Last week, Sarah Bloom Raskin withdrew from consideration as the Federal Reserve’s vice chairwoman of supervision. Progressives framed the story as the latest example of how Congress—especially Senator Joe Manchin, whose opposition to Raskin sank the White House nominee—doesn’t take climate change seriously. In reality, the battle involves a deeper concern: whether sweeping, controversial policy decisions can be outsourced to unelected officials staffing federal institutions.

Raskin’s ideas for how financial authorities should handle climate change proved contentious. The New Yorker, which broke the story of Raskin withdrawing her nomination, wrote that her opponents objected to her “frank acknowledgement that climate change could pose a threat to economic stability.” Indeed, in an op-ed published in the New York Times last year, Raskin criticized the Fed for letting oil and gas companies participate in its Main Street Lending Program at the height of the Covid-19-driven economic crisis, describing such companies as “risky investments.” The argument raised eyebrows among Republican politicians, given that the program’s purpose was not to generate returns to a central bank that essentially creates its own funds but rather to save jobs and stabilize the economy.

Raskin’s past work on the issue was still more revealing. A 2020 report published by Ceres, a left-wing think tank, contained a laundry list of regulatory proposals designed to “address climate as a systemic risk.” Raskin wrote the foreword and contributed to the report, which calls on the Fed to “examine its asset purchases,” asks it to “keep in mind the climate exposure of the businesses it lends to,” and praises the European Central Bank’s decision to rethink its policy of “market neutrality.” In a September 2021 column for Project Syndicate, Raskin wrote that the Fed already “has a mandate broad enough” to begin taking such steps, without permission from Congress or voters. “If we want to create a sustainable climate, we need to transition to a net-zero carbon economy,” she wrote in the foreword. “This transition is not going to happen without guidance.”

Contrary to the suggestion that Raskin simply wanted to require “climate stress tests” for banks, such “guidance” would launder sweeping policies through the politically insulated Fed. A central bank that implemented these proposals would no longer be simply maintaining price stability and full employment—it would be putting its thumb on the economic scale. Even granting the premise that climate change poses a risk to future economic stability, it’s not clear why financial institutions should worry more about that than, say, a nuclear war in Europe.

No other Democratic senator objected to the scheme. Thus, when Manchin announced his opposition to Raskin, he came under fire for allegedly being captured by the oil and gas industry. Indeed, energy companies donate heavily to Manchin, whose state is a national leader in natural gas and coal production. Wall Street firms also donate millions to New York senators Chuck Schumer and Kirsten Gillibrand, as do defense contractors to senators in Virginia. Such arrangements may not be ideal, but they’re a fixture of our politics.

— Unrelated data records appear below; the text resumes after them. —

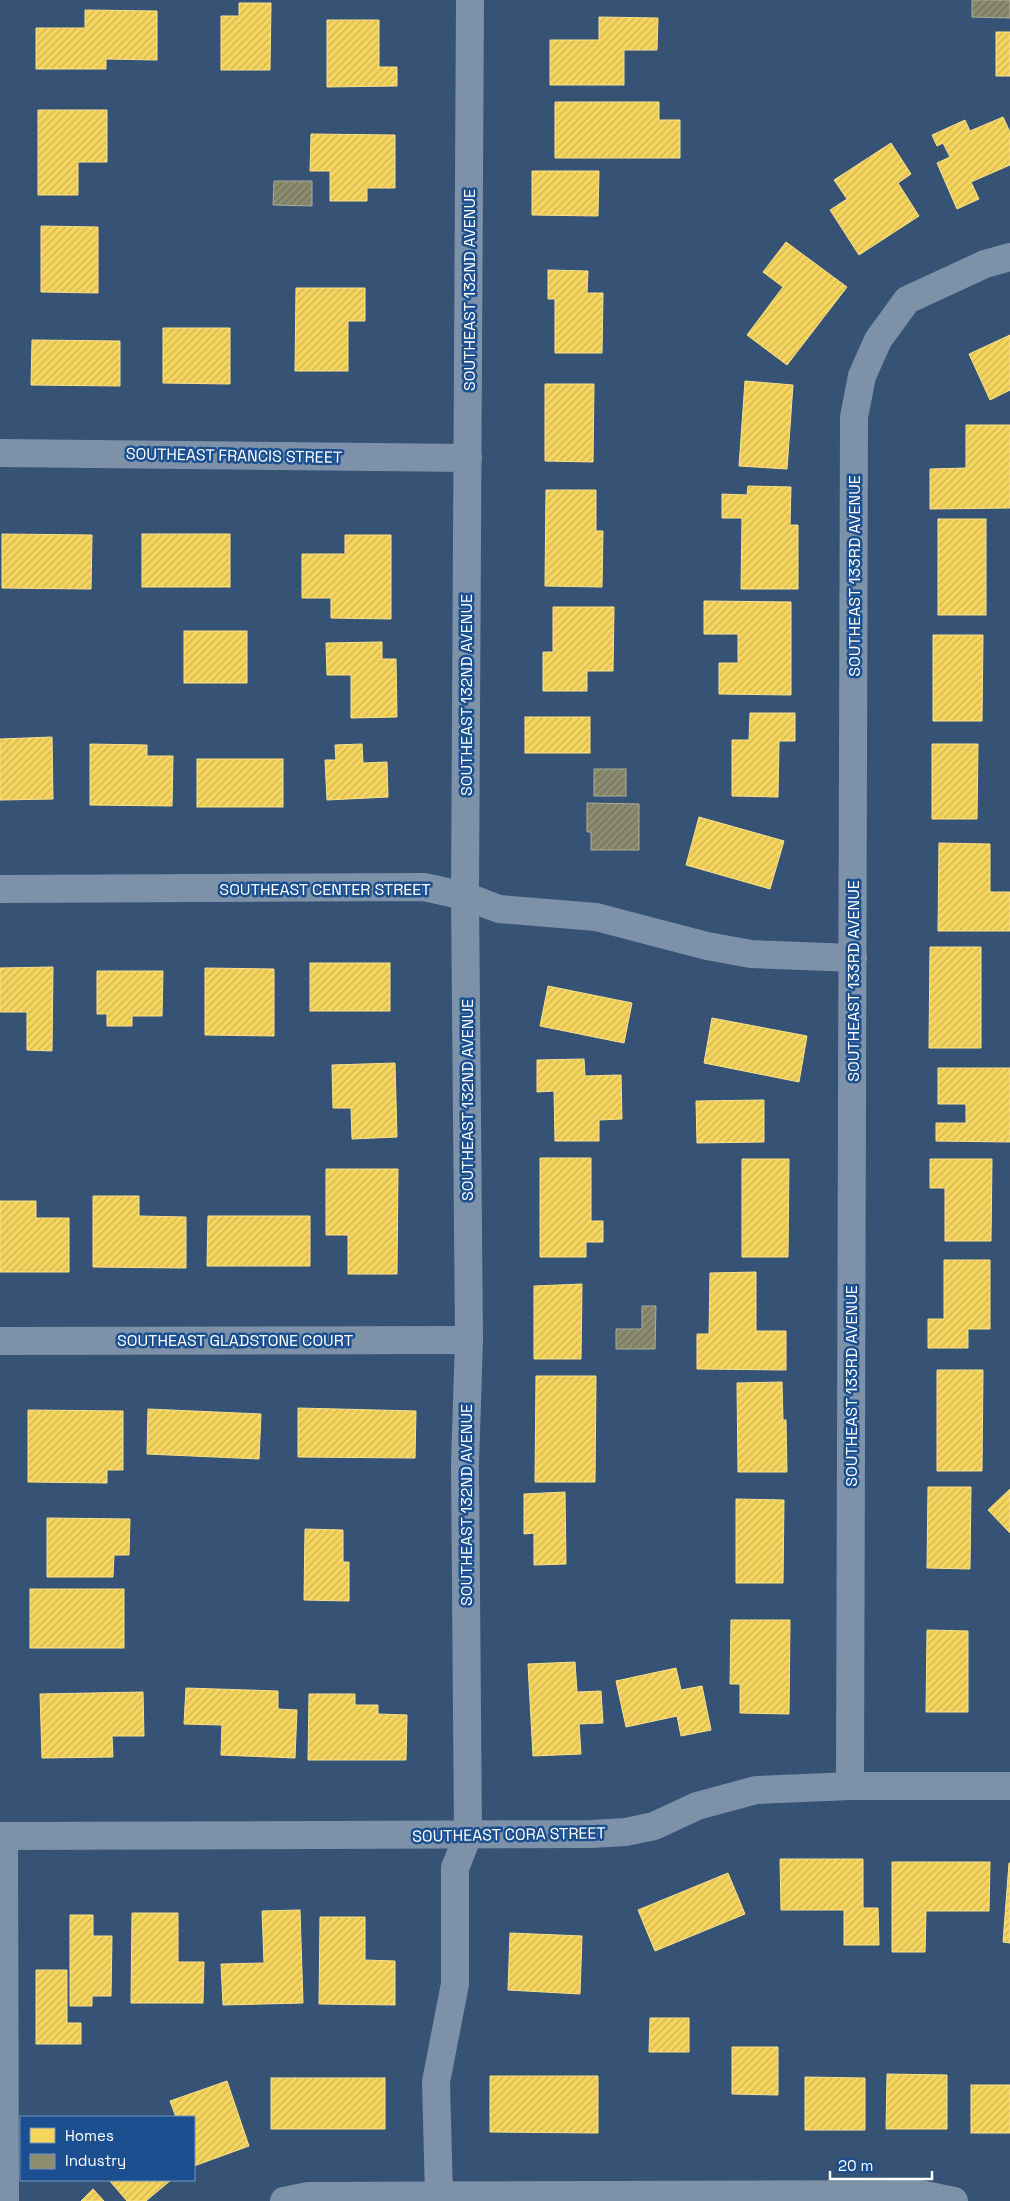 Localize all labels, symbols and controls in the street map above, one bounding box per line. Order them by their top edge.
street label: SOUTHEAST 132ND AVENUE [459,189,480,391]
street label: SOUTHEAST FRANCIS STREET [126,443,342,468]
street label: SOUTHEAST 133RD AVENUE [844,475,865,677]
street label: SOUTHEAST 132ND AVENUE [456,594,477,796]
street label: SOUTHEAST CENTER STREET [219,879,431,900]
street label: SOUTHEAST 133RD AVENUE [843,880,864,1082]
street label: SOUTHEAST 132ND AVENUE [457,999,478,1201]
street label: SOUTHEAST 133RD AVENUE [841,1285,862,1487]
street label: SOUTHEAST GLADSTONE COURT [117,1330,353,1351]
street label: SOUTHEAST 132ND AVENUE [456,1404,477,1606]
street label: SOUTHEAST CORA STREET [412,1822,606,1847]
legend [20,2116,195,2181]
text: Homes [65,2126,114,2145]
scale bar [830,2148,932,2180]
text: Industry [65,2151,126,2170]
text: 20 m [838,2156,873,2175] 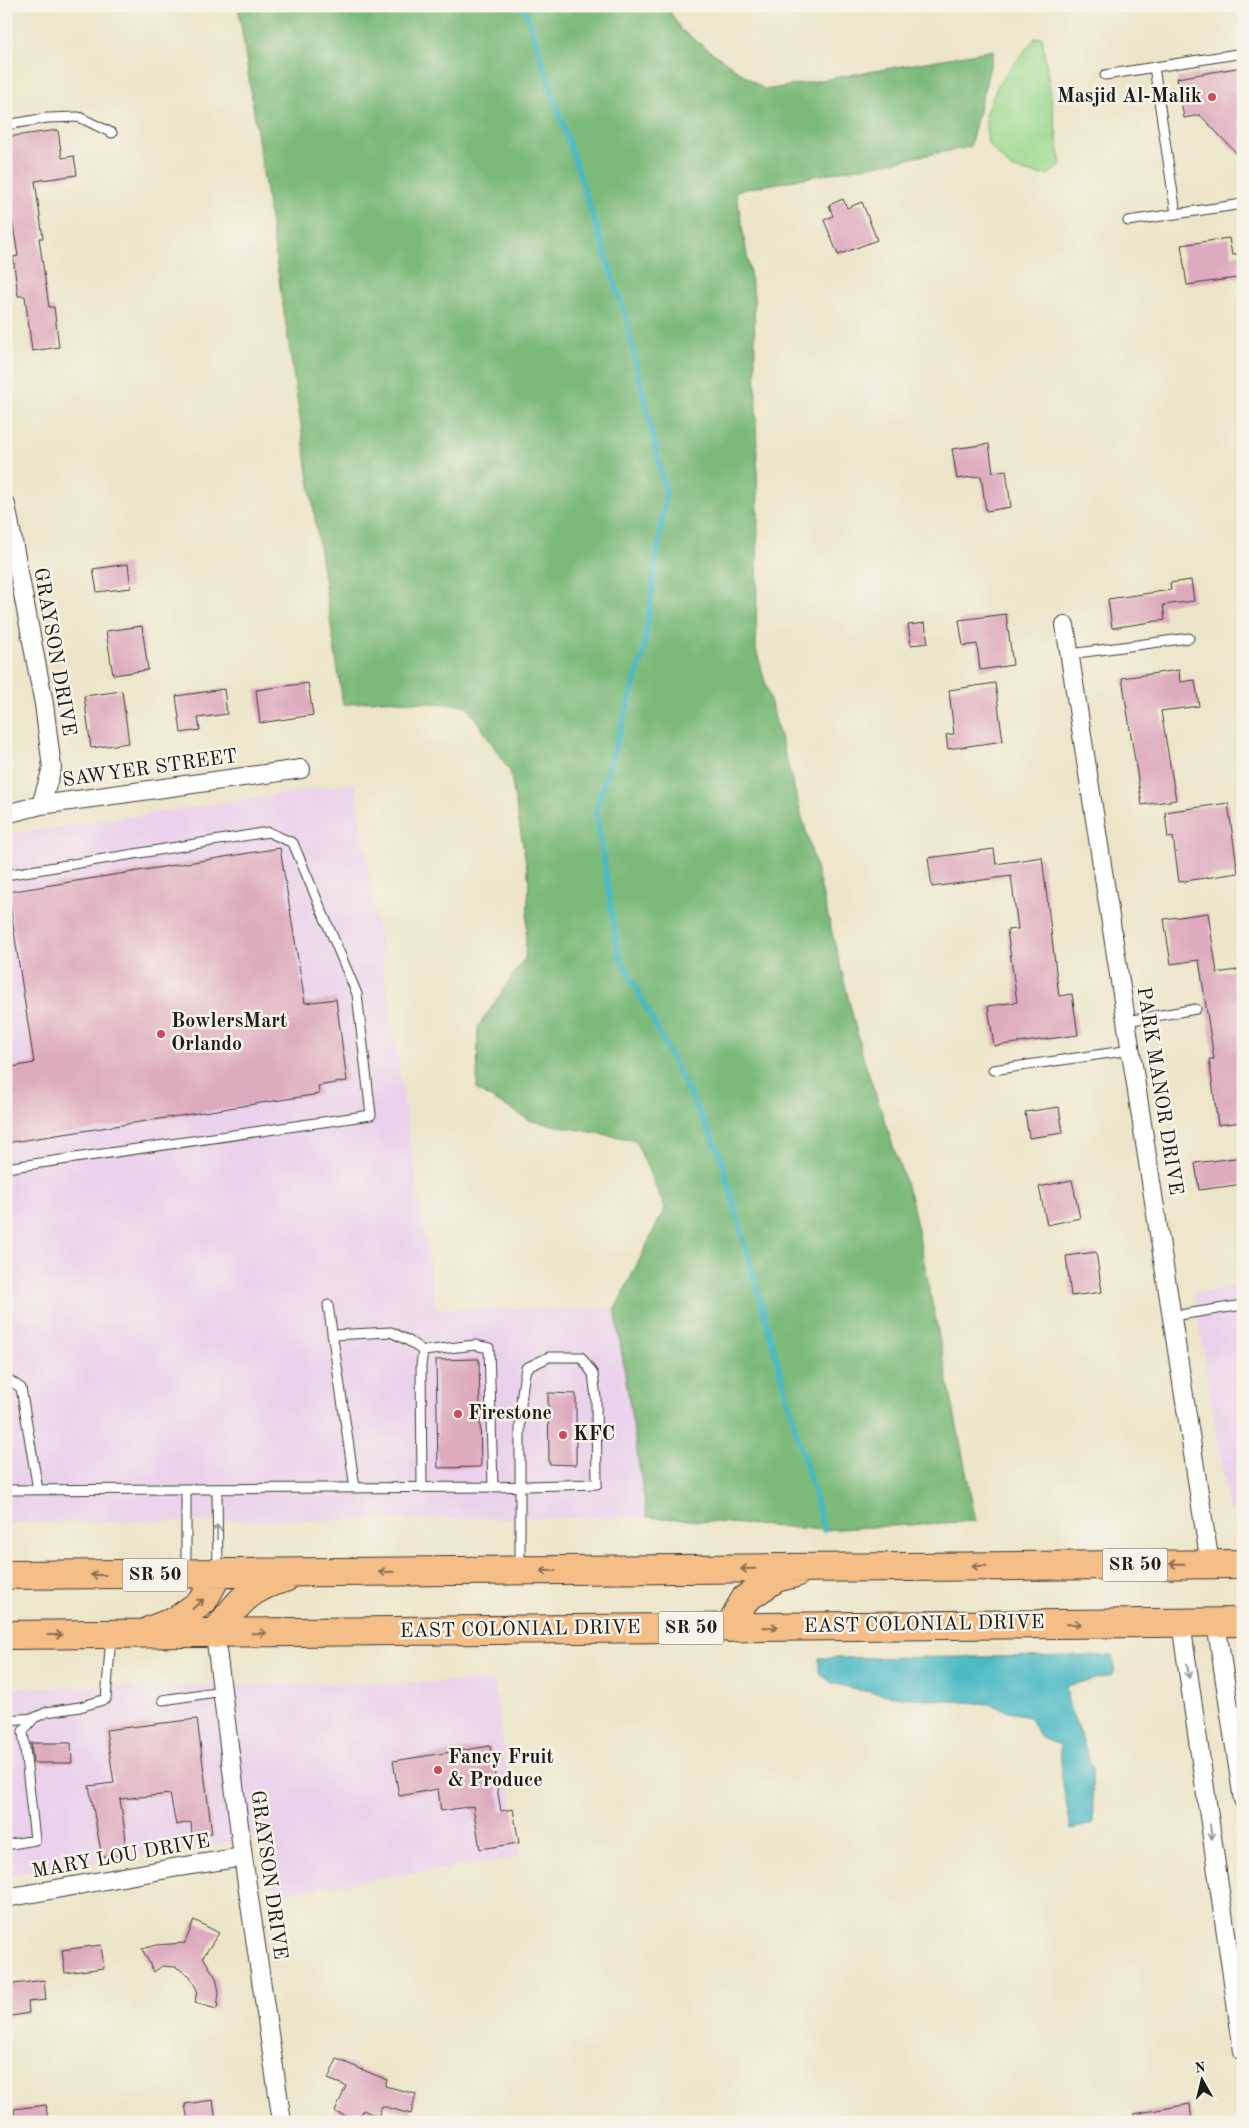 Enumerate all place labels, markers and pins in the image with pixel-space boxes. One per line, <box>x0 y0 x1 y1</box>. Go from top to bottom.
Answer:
place label: Masjid Al-Malik <box>1057 87 1202 107</box>
marker: Masjid Al-Malik <box>1206 91 1218 103</box>
place label: BowlersMart Orlando <box>171 1012 287 1055</box>
marker: BowlersMart Orlando <box>155 1028 167 1040</box>
place label: Firestone <box>468 1404 552 1424</box>
marker: Firestone <box>452 1408 464 1420</box>
place label: KFC <box>573 1425 615 1445</box>
marker: KFC <box>557 1429 569 1441</box>
place label: Fancy Fruit & Produce <box>448 1748 554 1791</box>
marker: Fancy Fruit & Produce <box>432 1764 444 1776</box>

And Raskin’s nomination posed a unique threat to the West Virginia economy. According to West Virginia University’s Bureau for Business and Economic Research, the coal-mining and coal-fired electric-power generation industry makes up around 17 percent, or nearly $14 billion, of the state’s total economic output. According to the BBER, nearly one-third of West Virginia’s GDP comes from the fossil fuel industry. A report from the University of Massachusetts found that those employed in West Virginia’s fossil fuel industry earn around $77,000 a year, thousands of dollars above the state’s average income. Coal miners in West Virginia, according to the Bureau of Labor Statistics, can make nearly $90,000 a year. Claims that these jobs can be replaced by new industries amount to a central planning scheme—and there is no reason to believe that the potential jobs killed in West Virginia by policies such as Raskin favors would be immediately replaced. A coal miner cannot simply transform into a hospital administrator, even with subsidized community college training.

Manchin shouldn’t have to explain why he voted in a manner that reflected the concerns of his constituents. As for Raskin, her underhanded approach to environmental regulation is another indicator that climate-change advocates can’t accomplish their most ambitious goals through democratic means. Expect more attempts to circumvent the political process on environmental issues—and more complaints when the popular will rears its head.